4. What’s the goal of the Fed lending changes? 

They’re meant to address strains caused for banks by the Fed’s rapid increase of interest rates — it’s pushed them up faster than at any time in the last 40 years to combat the highest inflation seen since then. Banks make money in part by investing depositors’ cash. Many had put large amounts in longterm Treasuries or other government-backed bonds. These were safe investments in the sense that there’s little chance of default.
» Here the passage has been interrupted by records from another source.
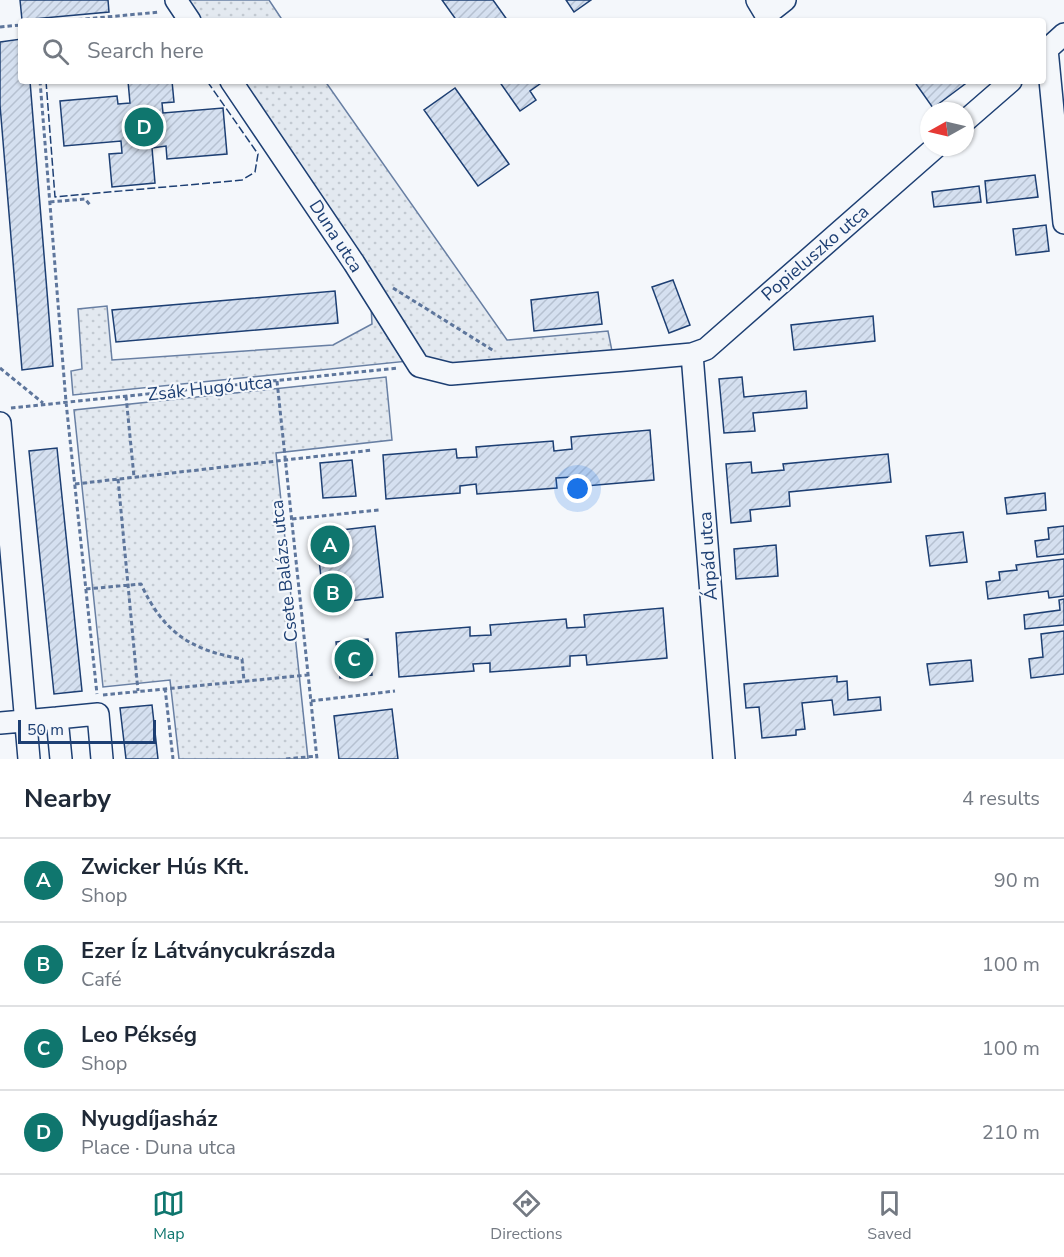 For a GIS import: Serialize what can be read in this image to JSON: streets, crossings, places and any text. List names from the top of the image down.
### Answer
{
  "streets": {
    "street": ["Duna utca", "Popieluszko utca", "Árpád utca"],
    "path": ["Zsák Hugó utca", "Csete Balázs utca"]
  },
  "crossings": [
    ["Duna utca", "Zsák Hugó utca"],
    ["Popieluszko utca", "Árpád utca"],
    ["Zsák Hugó utca", "Csete Balázs utca"]
  ],
  "scale_bar": "50 m",
  "north": "left",
  "page": {
    "search": "Search here",
    "pins": [
      "D",
      "A",
      "B",
      "C"
    ],
    "scale": "50 m",
    "heading": ["Nearby", "4 results"],
    "list": [
      {
        "mark": "A",
        "name": "Zwicker Hús Kft.",
        "note": "Shop",
        "value": "90 m"
      },
      {
        "mark": "B",
        "name": "Ezer Íz Látványcukrászda",
        "note": "Café",
        "value": "100 m"
      },
      {
        "mark": "C",
        "name": "Leo Pékség",
        "note": "Shop",
        "value": "100 m"
      },
      {
        "mark": "D",
        "name": "Nyugdíjasház",
        "note": "Place · Duna utca",
        "value": "210 m"
      }
    ],
    "nav": ["Map", "Directions", "Saved"]
  }
}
But their value on the secondary market had been driven down by the Fed’s hikes — investors will pay less for bonds paying, for example, 1% when newly issued bonds are paying 2%. SVB had been forced to sell a large chunk of its portfolio to meet the increased withdrawals, leading to a $1.8 billion loss that triggered its demise. 

5. How widespread is that problem? 

US banks had booked $620 billion in unrealized losses on their available-for-sale and held-to-maturity debts at the end of last year, according to filings with the FDIC. The agency noted in March that those paper losses “meaningfully reduced the reported equity capital of the banking industry.” After SVB’s failure, a senior Treasury official cautioned that there were other banks that appeared to be in a similar situations to SVB and Signature. 

6. Is this a bailout? 

US regulators emphasized that taxpayers won’t be on the hook for protecting SVB and Signature deposits, and Treasury and Fed officials rejected the idea that the banks are being bailed out — showcasing the potential political sensitivities of the weekend moves. Officials said the money would come from the FDIC’s deposit insurance fund, which holds over $100 billion. The regulators said shareholders and certain unsecured debtholders will be wiped out, while management was fired. That solution didn’t sit well with everyone, including US Senator Tim Scott, the South Carolina Republican, who sees it promoting moral hazard in banking.